Thursday, 19 May 2011
Black marks and 'treats'
I took my 3 year old on a play date yesterday with 2 little mates of his from nursery. The little boy whose house we went to - let's call him Jimmy - has a large gold star/black mark chart taped to the kitchen wall. Every time he does something 'good' he gets a gold star and a treat and every time he does something 'naughty' he gets a black mark and the treat is withdrawn. When I asked what the treats were he answered with one word and a glint in his eye: sweets.

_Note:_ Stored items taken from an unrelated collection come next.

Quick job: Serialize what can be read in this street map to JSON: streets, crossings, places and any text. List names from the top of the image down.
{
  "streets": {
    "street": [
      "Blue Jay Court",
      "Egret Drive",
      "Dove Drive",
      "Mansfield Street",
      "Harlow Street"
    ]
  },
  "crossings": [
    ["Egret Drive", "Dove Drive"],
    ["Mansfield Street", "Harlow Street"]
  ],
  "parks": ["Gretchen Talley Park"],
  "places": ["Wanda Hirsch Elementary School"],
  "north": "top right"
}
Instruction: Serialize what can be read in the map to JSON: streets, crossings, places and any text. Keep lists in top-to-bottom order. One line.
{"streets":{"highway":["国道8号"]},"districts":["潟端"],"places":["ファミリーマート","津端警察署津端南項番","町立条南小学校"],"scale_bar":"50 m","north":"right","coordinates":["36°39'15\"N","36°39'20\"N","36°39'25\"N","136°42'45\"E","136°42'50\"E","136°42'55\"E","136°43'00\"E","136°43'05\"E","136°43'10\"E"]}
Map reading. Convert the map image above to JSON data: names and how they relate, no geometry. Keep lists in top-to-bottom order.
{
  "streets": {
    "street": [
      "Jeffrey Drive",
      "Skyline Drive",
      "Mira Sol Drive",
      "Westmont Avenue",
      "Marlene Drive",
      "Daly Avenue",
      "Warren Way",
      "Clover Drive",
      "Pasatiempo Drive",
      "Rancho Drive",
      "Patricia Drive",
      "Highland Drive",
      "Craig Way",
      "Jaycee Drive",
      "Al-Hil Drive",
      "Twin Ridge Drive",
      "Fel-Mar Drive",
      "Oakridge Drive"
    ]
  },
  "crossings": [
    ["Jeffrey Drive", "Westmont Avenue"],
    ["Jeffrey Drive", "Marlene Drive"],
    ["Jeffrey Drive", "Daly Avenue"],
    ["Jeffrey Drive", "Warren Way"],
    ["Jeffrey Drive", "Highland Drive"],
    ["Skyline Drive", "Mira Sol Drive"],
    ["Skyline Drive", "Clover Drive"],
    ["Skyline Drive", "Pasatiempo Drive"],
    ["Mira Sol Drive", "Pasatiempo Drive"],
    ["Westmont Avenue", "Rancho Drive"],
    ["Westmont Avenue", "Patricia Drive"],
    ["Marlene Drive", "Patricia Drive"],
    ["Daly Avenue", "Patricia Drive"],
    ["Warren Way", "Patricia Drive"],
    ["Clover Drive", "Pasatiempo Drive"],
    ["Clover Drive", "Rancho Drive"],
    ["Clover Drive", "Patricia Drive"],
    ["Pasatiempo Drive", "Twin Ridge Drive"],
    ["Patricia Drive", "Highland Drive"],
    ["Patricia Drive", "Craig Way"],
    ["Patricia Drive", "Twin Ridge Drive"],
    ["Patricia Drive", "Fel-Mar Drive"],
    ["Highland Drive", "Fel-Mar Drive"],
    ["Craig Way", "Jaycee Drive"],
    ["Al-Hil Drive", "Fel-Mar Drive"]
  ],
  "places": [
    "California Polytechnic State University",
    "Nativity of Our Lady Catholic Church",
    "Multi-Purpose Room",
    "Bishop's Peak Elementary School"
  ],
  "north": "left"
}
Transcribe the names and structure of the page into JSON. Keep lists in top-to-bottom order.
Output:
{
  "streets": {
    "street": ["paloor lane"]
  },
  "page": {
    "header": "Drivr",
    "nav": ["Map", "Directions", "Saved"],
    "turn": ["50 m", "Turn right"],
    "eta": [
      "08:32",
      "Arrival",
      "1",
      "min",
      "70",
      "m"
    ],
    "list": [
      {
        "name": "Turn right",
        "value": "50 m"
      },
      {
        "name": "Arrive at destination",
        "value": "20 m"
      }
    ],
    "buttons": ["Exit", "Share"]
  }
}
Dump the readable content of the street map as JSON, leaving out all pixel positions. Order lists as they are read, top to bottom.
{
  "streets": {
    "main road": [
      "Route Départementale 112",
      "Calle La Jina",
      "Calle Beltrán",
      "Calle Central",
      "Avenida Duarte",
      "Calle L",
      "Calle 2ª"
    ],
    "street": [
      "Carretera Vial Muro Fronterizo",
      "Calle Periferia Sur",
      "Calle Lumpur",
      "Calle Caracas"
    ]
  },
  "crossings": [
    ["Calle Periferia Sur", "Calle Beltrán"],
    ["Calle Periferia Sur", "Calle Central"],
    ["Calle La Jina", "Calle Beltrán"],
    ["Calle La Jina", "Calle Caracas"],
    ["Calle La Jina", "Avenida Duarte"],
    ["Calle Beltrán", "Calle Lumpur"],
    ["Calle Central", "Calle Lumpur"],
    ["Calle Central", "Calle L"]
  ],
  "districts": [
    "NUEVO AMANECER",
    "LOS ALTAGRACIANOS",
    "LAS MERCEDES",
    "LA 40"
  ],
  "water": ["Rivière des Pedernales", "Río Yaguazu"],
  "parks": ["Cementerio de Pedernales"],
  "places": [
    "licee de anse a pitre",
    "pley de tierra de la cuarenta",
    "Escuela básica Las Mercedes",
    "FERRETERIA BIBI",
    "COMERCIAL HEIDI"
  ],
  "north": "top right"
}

The boys were playing wildly, running around, wrestling and shouting and generally doing what boys do. I was on a work call and Jimmy's nanny was a whirlwind of activity: she was fixing the boys' lunch, emptying the dishwasher, hanging out the laundry and trying to tidy up all at the same time and she was getting increasingly frustrated with Jimmy who kept on throwing toys all over the place. She told him once, twice, three times to stop and then shouted: "Right! That's it. You're getting a black mark and no treats after lunch!" She got a big marker pen, drew a large black dot on the chart and wrote "naughty" next to it. Jimmy seemed unfazed and carried right on flinging his cars against the wall. I finished my call and got the little hooligans involved in a game of football outside until lunch was ready and we all sat down.
After lunch, the nanny took a large tin out of a cupboard and doled out sweets to my son and the other boy. She turned to Jimmy and said: "You're not getting any because you've been naughty." Jimmy sat there and looked mortified as he watched the other two wolfing down the sweets. I sat there and felt intensely uncomfortable.
What has all of this got to do with Beyond Chocolate? Well it struck me yesterday that Jimmy will grow up with certain associations: he will associate obedience and rewards with sweets...and punishment with deprivation. Sweets will become (or most probably already have become) something special and a bit forbidden. Something Jimmy will long for...not because they taste good and he loves them particularly but because he has been taught from a young age that when he has them he is 'good', loved, approved of. Can you start to see how Jimmy's star chart fits in with Beyond Chocolate?
I wonder how many millions of children are learning the same lesson as Jimmy. Before the indignant comments start pouring in I want to say that I am not dissing Jimmy's parenting choices here. They do what they believe is best and everyone is entitled to that. Star charts and black marks may very well help to make Jimmy a great person. This is not about whether this parenting method is OK or not, it's about what the consequences are in terms of our relationship with food and how it impacts the choices that these children will make when faced with a packet of sweets later on in life. It's about how these children choose to comfort themsevles, reward themselves and make themselves feel better as adults.
Were you ever given sweets as a reward in childhood? Were you ever punished by being deprived of them? How do you think it has shaped the way you view sweets today?